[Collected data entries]
------------------------
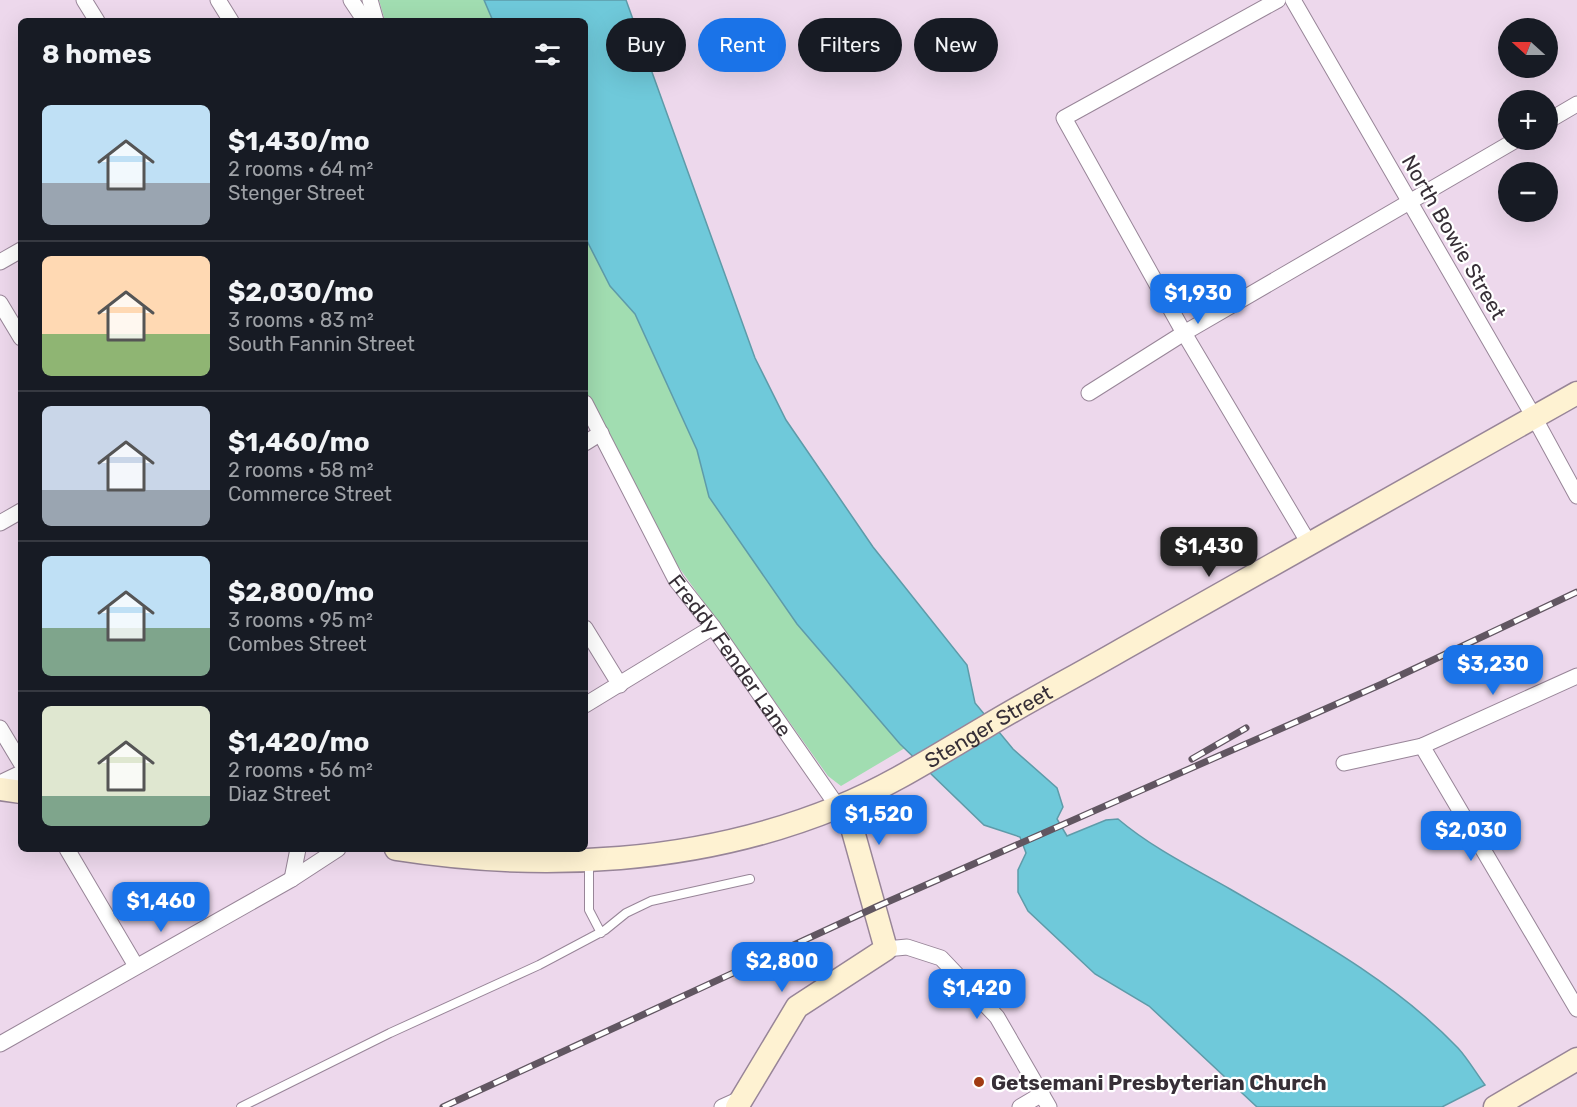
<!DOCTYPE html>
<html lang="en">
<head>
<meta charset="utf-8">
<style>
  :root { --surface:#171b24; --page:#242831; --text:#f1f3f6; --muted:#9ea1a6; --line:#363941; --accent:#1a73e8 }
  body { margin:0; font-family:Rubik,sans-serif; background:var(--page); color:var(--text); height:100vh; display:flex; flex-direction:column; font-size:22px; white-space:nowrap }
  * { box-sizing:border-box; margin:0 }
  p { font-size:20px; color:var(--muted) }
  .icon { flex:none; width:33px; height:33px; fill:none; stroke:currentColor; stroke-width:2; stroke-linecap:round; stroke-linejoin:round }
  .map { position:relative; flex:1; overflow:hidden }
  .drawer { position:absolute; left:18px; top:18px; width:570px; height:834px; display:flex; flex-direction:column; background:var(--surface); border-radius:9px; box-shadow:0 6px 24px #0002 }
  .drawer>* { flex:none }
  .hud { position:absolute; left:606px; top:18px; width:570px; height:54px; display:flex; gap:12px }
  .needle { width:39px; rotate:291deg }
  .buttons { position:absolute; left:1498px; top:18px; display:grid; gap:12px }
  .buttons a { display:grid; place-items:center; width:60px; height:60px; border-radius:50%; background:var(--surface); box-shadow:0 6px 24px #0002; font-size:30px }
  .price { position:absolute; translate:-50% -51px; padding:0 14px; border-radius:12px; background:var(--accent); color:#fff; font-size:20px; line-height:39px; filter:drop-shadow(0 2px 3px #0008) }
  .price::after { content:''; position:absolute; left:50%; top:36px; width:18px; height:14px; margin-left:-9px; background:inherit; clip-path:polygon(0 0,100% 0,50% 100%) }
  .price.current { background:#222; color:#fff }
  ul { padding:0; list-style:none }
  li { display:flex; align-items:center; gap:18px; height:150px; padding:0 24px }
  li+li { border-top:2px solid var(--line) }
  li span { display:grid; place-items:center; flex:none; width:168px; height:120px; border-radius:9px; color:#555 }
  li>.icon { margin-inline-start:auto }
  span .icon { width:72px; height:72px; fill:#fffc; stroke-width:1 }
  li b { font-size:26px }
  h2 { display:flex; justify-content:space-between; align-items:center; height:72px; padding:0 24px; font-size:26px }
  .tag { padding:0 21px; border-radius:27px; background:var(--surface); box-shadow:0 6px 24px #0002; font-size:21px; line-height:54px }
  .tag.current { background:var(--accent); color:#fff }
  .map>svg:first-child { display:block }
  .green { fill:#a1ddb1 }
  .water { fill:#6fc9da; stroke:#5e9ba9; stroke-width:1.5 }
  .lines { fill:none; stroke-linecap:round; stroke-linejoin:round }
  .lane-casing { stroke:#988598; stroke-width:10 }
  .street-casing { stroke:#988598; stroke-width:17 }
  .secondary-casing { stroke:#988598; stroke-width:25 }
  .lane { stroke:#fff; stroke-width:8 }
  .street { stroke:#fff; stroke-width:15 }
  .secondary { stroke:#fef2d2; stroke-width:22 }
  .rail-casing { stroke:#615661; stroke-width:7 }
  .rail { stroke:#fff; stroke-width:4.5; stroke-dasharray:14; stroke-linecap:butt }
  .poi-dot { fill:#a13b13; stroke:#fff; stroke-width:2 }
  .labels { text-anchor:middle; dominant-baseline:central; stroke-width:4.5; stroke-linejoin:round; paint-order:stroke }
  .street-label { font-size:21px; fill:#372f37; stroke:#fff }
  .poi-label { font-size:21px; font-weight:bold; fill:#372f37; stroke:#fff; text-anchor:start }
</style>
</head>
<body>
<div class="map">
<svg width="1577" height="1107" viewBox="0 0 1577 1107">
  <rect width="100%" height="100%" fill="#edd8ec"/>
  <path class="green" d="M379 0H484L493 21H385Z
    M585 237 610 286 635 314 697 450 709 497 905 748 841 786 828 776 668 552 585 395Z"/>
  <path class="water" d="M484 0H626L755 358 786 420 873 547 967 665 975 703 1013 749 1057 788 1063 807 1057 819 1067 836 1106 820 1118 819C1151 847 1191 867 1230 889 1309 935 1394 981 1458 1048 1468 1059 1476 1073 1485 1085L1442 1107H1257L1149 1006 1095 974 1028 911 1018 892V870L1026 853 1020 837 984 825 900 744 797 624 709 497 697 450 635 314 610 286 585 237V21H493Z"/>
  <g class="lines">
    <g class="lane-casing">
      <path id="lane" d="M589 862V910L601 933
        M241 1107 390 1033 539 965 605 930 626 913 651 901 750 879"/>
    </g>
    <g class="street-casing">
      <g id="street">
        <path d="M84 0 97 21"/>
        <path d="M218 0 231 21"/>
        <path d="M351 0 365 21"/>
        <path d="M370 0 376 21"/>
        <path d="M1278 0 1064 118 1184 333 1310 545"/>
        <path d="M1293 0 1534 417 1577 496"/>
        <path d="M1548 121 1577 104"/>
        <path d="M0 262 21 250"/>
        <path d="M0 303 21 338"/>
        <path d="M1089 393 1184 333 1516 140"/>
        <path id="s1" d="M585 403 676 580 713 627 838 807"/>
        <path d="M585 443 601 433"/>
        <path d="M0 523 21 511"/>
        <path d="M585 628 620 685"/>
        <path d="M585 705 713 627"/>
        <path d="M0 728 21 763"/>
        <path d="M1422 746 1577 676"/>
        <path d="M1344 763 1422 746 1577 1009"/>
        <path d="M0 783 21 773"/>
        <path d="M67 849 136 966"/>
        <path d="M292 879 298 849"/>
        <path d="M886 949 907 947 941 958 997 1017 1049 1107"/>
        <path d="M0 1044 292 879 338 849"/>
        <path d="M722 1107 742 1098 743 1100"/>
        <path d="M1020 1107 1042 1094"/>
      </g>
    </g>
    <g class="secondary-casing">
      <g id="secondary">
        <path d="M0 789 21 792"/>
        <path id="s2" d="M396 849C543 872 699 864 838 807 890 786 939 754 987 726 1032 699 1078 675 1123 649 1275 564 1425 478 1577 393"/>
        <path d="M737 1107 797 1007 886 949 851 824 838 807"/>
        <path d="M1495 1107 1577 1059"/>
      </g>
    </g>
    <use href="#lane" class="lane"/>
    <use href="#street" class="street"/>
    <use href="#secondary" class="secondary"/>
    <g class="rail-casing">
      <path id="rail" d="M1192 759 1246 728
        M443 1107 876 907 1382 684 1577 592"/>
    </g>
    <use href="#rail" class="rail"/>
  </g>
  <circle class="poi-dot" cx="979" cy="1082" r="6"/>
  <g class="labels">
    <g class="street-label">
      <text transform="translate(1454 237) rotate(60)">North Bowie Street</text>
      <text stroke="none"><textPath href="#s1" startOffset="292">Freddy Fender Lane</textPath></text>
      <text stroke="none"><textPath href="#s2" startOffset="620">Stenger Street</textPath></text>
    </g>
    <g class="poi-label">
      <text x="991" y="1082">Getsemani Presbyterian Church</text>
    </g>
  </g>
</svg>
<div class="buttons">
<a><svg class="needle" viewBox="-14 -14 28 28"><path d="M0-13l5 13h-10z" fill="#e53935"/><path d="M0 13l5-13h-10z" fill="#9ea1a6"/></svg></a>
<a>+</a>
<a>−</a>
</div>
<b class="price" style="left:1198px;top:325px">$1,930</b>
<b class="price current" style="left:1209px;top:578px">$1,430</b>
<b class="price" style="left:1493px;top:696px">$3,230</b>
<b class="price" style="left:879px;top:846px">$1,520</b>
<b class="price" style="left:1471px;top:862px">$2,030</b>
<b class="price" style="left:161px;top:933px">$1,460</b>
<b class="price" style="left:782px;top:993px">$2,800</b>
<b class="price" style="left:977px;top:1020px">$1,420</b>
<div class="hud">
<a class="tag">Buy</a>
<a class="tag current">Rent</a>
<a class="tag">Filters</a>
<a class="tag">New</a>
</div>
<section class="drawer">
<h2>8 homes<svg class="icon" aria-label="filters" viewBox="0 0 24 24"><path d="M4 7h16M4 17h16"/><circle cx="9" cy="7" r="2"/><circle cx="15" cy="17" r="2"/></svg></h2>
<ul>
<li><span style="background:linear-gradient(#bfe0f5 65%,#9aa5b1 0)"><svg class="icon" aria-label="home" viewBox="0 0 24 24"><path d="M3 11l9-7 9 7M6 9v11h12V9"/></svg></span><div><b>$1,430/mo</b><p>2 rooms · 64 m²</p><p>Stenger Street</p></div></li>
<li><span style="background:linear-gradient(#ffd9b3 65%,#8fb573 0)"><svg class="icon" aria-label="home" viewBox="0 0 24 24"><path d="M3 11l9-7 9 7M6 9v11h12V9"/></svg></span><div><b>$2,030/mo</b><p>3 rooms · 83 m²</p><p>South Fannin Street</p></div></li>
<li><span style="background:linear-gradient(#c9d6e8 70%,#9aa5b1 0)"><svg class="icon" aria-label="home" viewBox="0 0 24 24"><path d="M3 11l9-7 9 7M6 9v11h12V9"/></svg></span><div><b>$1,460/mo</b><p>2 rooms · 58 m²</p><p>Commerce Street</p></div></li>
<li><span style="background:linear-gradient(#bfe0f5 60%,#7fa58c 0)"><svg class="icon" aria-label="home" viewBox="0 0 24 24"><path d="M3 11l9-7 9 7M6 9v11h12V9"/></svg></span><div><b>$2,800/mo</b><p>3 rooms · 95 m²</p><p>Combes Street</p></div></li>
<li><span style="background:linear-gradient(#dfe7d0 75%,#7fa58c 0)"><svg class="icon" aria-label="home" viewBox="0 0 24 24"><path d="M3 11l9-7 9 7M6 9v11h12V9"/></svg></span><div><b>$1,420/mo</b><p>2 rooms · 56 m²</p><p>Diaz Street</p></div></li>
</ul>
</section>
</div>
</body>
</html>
------------------------
• **Problem**:
Output only the lines from the start of the data through the line that holds "position:relative; flex:1; overflow:hidden". Keep them exact and leave the pictures out.

• **Expected answer**:
<!DOCTYPE html>
<html lang="en">
<head>
<meta charset="utf-8">
<style>
  :root { --surface:#171b24; --page:#242831; --text:#f1f3f6; --muted:#9ea1a6; --line:#363941; --accent:#1a73e8 }
  body { margin:0; font-family:Rubik,sans-serif; background:var(--page); color:var(--text); height:100vh; display:flex; flex-direction:column; font-size:22px; white-space:nowrap }
  * { box-sizing:border-box; margin:0 }
  p { font-size:20px; color:var(--muted) }
  .icon { flex:none; width:33px; height:33px; fill:none; stroke:currentColor; stroke-width:2; stroke-linecap:round; stroke-linejoin:round }
  .map { position:relative; flex:1; overflow:hidden }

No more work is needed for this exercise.